What you have to do >>
Count the lines below that hold the string "rows". Give only that number.

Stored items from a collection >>
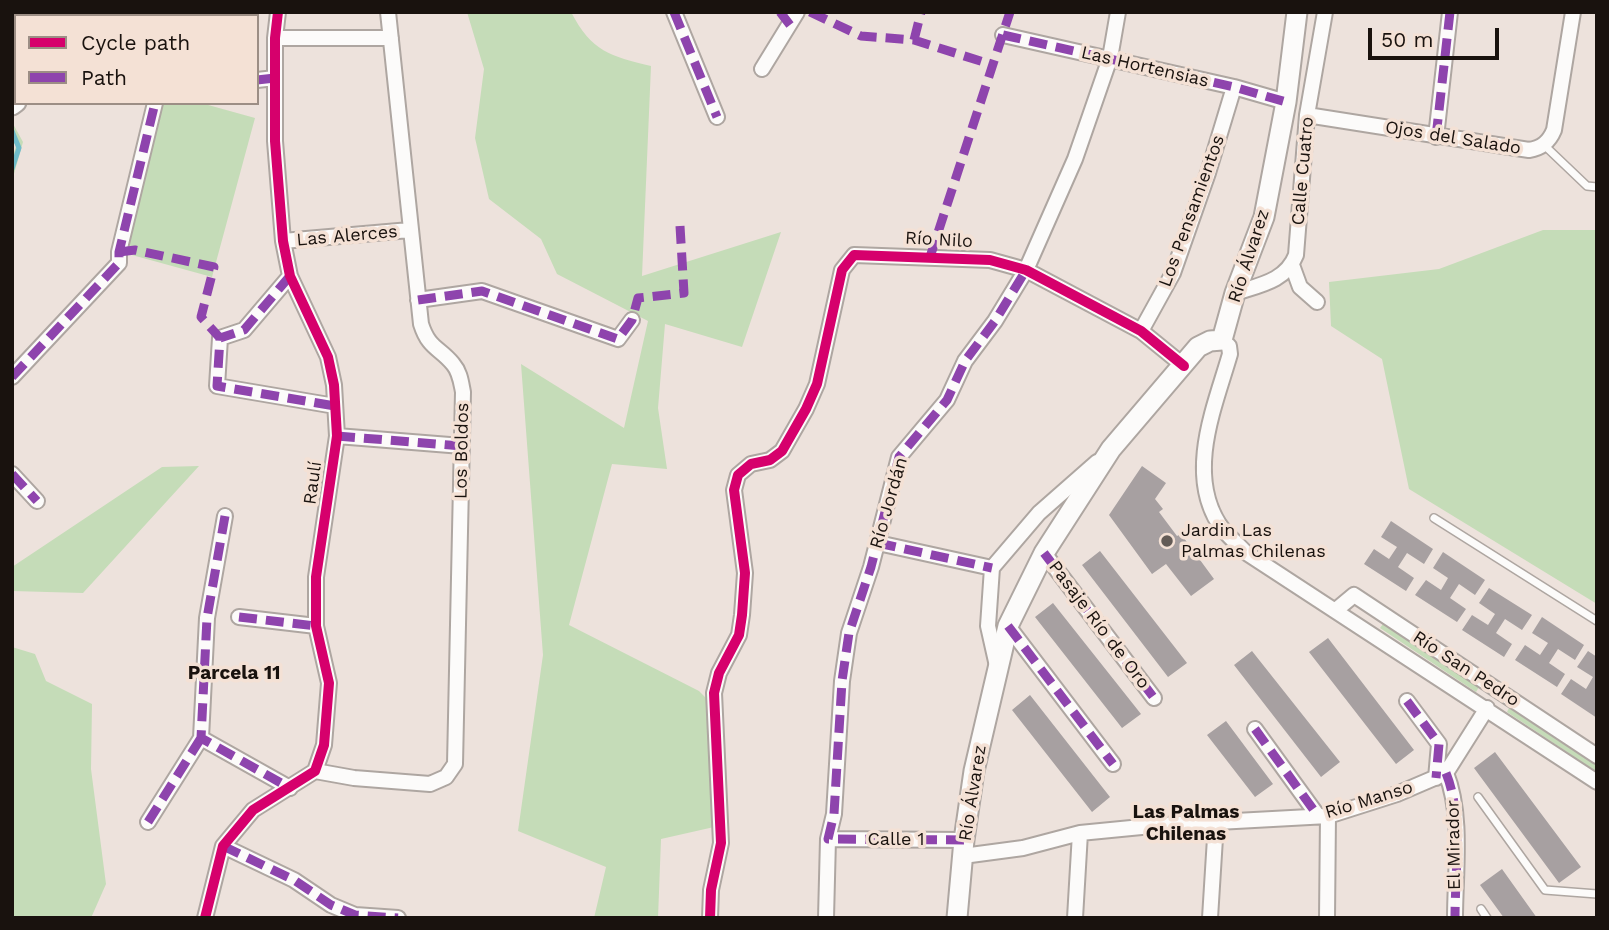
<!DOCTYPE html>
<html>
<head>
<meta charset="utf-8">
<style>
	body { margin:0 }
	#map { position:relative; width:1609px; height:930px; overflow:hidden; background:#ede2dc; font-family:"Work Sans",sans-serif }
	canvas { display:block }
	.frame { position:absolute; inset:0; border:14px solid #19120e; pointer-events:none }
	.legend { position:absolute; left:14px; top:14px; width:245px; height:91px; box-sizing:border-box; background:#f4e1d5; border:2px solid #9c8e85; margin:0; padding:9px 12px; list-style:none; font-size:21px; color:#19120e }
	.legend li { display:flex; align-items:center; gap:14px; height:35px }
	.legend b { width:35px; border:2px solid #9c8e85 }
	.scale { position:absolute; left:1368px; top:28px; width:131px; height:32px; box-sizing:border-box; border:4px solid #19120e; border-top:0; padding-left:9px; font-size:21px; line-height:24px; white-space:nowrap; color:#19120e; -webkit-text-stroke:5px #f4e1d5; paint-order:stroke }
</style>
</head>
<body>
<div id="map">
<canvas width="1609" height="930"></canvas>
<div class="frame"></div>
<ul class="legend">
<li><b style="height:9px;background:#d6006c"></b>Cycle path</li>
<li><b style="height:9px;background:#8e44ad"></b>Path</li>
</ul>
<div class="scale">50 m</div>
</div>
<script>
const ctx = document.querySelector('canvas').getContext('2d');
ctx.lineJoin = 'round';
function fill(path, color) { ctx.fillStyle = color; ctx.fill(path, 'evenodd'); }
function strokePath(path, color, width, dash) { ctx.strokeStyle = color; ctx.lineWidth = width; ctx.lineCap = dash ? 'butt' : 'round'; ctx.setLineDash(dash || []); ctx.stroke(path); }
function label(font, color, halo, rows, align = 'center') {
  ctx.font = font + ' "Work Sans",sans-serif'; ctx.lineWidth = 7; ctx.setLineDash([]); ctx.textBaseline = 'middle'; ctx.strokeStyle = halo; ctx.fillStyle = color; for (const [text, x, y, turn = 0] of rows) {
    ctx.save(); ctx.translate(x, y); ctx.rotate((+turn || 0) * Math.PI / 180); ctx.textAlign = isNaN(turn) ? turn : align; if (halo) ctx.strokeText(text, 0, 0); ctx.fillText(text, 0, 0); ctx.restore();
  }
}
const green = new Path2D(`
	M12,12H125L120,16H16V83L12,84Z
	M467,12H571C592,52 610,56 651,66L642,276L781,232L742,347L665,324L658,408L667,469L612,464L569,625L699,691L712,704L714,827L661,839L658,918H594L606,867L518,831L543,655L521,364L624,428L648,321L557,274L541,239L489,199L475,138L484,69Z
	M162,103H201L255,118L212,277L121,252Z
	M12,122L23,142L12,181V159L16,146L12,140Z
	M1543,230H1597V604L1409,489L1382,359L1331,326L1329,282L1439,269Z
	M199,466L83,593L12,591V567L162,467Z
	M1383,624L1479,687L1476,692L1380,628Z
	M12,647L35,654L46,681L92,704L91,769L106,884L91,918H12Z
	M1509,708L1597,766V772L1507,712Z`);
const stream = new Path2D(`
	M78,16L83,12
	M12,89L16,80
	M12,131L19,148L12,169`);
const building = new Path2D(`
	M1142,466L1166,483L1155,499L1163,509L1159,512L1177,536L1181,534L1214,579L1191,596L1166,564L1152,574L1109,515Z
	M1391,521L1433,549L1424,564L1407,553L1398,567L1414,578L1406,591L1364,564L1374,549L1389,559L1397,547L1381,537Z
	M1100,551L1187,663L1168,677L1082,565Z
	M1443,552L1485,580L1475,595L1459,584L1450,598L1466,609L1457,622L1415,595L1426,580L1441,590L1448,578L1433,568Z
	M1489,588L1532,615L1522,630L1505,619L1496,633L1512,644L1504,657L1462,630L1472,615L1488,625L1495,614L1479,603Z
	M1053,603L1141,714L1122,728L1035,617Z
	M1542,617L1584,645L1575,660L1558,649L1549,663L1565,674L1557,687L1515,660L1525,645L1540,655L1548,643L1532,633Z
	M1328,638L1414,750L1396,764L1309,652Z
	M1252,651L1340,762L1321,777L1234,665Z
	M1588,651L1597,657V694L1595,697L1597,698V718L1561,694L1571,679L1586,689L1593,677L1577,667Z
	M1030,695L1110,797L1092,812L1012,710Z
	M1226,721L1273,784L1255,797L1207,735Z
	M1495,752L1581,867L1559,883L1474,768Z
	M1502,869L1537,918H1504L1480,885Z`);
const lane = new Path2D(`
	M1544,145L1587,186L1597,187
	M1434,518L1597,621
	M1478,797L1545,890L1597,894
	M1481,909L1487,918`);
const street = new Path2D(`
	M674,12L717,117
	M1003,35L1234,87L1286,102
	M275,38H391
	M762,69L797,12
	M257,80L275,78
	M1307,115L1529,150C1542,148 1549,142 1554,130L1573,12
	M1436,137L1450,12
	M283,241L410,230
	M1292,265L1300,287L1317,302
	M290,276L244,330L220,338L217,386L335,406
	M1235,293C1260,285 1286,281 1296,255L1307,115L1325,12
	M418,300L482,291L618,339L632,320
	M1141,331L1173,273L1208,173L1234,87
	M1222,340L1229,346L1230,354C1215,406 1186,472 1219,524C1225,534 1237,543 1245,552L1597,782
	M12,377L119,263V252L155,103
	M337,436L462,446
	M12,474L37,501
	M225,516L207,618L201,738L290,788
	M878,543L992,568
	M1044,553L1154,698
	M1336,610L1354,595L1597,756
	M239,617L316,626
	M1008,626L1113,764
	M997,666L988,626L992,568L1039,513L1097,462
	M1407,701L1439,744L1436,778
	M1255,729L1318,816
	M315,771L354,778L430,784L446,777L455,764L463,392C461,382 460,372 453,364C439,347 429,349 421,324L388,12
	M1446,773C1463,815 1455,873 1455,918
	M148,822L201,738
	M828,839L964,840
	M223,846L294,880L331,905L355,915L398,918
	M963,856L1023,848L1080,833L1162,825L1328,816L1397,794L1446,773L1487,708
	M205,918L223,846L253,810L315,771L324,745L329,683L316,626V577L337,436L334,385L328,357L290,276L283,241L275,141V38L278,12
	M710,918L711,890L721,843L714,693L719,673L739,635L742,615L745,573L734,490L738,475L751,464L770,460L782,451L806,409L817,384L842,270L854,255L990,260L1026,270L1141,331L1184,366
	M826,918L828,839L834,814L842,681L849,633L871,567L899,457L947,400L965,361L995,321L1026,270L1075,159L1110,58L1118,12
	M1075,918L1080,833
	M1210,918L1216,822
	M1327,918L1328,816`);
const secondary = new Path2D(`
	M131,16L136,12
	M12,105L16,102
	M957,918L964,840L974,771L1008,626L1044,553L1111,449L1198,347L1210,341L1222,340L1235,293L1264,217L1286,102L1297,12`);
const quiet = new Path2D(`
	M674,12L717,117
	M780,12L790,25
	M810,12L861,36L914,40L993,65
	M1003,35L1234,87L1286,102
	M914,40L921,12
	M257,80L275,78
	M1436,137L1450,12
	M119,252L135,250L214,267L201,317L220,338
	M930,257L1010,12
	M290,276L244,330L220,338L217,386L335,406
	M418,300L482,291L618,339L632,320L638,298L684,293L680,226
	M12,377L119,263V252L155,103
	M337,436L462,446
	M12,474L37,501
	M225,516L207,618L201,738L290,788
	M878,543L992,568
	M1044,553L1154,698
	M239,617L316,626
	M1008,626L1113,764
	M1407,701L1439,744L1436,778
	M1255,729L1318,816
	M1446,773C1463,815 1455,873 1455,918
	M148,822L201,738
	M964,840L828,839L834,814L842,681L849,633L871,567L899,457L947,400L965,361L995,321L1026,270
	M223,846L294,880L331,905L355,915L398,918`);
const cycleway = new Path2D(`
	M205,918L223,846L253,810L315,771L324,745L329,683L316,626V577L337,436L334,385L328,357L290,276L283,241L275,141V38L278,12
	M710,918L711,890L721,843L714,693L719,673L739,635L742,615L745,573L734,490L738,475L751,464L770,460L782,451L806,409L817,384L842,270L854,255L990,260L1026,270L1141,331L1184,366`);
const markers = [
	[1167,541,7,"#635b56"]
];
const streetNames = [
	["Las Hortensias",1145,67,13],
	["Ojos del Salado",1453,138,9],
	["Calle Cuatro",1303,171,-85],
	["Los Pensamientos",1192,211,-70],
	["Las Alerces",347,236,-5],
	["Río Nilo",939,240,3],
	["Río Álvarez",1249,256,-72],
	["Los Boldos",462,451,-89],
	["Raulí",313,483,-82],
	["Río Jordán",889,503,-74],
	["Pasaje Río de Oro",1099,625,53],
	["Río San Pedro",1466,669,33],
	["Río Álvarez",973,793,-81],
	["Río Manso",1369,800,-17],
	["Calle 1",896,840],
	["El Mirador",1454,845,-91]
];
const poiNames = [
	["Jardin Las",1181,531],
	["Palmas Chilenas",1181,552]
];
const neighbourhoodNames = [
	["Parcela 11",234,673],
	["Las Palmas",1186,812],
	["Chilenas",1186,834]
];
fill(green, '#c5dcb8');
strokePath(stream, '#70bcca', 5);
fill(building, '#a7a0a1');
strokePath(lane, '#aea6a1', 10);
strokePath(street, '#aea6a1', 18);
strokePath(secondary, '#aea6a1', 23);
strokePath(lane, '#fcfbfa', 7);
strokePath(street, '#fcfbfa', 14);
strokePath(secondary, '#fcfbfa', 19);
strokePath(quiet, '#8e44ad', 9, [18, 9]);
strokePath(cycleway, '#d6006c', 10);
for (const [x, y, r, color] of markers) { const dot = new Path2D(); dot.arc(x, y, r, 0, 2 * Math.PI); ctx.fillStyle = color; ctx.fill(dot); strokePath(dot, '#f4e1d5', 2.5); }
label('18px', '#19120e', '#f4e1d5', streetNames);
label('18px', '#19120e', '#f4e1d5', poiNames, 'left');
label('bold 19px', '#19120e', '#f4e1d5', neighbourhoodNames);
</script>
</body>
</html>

Reply to the exercise >>
2